# Looking for a Johnsonville style brat seasoning.



## rbranstner

Call me crazy but I love the flavor of Johnsonville brats. I have made my own venison/pork brats but the brat seasoning I used doesn't taste anything remotely close to what a Johnsonville style brat tastes like. Does anyone have a recipe or know of a mix I could order that would resemble the brat flavor I am looking for? I have some venison in the freezer that I need to us up this summer so I am going to make a few different kinds of sausage that I have been wanting to try.


----------



## rbranstner

I guess I should have done a little more searching before I made this post. Here is a pretty good thread.

http://www.smokingmeatforums.com/t/115766/johnsonville-brats


----------



## diggingdogfarm

This is a family member's recipe.......

_"This is my recipe for a classic old-fashioned all-pork Wisconsin-style brat. 
For a beer brat, just add a little beer to the mix.

This is a classic Wisconson bratwurst flavor profile. 

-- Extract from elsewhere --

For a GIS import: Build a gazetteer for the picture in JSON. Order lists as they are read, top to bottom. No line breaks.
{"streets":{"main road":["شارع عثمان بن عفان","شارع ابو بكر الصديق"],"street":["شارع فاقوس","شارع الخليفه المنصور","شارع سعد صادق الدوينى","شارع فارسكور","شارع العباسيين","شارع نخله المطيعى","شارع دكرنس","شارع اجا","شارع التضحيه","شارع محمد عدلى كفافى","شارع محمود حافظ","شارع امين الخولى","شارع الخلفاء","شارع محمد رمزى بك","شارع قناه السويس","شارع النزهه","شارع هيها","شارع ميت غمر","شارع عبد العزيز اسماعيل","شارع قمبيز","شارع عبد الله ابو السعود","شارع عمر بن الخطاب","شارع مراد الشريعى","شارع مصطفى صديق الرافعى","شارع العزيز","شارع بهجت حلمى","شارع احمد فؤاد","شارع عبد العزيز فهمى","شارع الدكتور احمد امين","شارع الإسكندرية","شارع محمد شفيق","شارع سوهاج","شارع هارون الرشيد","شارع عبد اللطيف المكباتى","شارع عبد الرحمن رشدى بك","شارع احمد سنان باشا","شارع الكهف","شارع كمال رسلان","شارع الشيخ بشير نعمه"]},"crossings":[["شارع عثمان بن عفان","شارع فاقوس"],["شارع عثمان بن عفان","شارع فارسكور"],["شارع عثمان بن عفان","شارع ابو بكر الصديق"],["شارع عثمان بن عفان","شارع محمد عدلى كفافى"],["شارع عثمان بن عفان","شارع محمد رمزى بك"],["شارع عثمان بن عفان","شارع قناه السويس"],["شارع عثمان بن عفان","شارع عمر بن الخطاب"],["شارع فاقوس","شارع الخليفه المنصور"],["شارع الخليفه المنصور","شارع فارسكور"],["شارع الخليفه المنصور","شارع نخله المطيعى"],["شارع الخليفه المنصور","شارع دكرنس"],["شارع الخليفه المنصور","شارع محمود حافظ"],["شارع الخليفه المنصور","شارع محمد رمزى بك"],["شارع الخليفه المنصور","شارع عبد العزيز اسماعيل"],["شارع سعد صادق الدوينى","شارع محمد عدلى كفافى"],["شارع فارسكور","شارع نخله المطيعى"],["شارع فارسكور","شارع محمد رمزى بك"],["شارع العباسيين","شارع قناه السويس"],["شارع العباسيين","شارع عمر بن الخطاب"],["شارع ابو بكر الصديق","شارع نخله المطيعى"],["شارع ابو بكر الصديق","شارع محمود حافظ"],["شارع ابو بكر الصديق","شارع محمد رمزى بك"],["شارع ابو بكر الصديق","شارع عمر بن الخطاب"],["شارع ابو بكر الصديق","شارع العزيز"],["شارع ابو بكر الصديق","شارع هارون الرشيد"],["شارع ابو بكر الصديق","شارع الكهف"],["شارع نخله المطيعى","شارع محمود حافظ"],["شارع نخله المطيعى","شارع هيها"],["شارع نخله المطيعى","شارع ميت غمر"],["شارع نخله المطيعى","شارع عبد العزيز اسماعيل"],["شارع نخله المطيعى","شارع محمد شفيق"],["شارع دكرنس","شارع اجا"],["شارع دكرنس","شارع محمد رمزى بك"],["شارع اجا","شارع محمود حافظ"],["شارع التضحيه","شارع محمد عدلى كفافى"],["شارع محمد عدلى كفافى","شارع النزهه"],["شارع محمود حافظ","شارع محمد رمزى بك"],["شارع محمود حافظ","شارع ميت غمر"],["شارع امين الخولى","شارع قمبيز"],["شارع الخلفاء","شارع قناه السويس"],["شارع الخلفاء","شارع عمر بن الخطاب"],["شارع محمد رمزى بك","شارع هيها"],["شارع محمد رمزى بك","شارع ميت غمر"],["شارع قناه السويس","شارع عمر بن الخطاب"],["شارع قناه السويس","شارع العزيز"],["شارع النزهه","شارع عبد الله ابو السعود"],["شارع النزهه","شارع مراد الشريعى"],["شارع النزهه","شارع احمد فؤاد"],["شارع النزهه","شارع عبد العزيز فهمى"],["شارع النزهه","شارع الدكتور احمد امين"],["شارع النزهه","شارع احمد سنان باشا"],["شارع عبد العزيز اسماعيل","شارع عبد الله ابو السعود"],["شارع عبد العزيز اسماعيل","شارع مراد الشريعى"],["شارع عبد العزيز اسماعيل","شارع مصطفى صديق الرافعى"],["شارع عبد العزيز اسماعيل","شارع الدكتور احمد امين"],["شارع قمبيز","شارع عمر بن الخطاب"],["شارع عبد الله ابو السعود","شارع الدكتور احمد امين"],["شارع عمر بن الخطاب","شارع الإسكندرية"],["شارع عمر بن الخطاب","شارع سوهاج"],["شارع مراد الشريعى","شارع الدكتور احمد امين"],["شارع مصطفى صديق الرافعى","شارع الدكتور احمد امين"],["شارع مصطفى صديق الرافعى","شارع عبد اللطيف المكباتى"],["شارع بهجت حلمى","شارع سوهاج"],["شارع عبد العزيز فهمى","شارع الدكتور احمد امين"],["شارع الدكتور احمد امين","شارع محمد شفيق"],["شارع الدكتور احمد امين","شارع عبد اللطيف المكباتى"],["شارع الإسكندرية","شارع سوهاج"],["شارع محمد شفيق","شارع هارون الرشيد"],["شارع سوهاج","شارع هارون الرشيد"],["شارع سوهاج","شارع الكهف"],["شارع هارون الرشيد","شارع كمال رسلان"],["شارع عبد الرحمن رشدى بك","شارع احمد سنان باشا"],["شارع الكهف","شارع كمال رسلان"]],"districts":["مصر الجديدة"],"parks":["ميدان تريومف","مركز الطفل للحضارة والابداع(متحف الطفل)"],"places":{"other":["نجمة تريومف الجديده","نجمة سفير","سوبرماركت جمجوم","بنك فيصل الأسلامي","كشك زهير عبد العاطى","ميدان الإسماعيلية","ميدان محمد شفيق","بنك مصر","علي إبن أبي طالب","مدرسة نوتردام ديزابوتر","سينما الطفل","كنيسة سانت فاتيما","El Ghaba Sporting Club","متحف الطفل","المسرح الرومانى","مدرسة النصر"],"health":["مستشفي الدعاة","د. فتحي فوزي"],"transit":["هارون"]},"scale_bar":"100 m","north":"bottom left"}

Wisconsin-Wannabe Bratwurst 

5 lbs. well-fatted pork shoulder/butt 
3 Tbsp. kosher salt 
1 Tbsp. sugar 
2 tsp. freshly ground black pepper 
1 1/2 tsp. freshly grated nutmeg 
1/2 tsp. toasted and freshly ground coriander 
1/4 tsp. ground celery seed 
1/8 tsp. ground marjoram 
1 1/2 tsp. ground ginger 

I use a fairly course grind, grinding just half the meat a second time with the same plate. 
I replace part of the salt with Tiparos Thai fish sauce in all of my fresh sausage recipes. It adds "what's that?" umami savoriness. 
I gently steam the sausages on low heat (165-170 F) until safe temperature is reached. "_


~Martin


----------



## scarbelly

That sounds great Martin - thanks for sharing


----------



## diesel

I have made several recipes and this has been my favorite so far:

Shooter ricks attitude brats, I only used on 1 tsp of cayenne.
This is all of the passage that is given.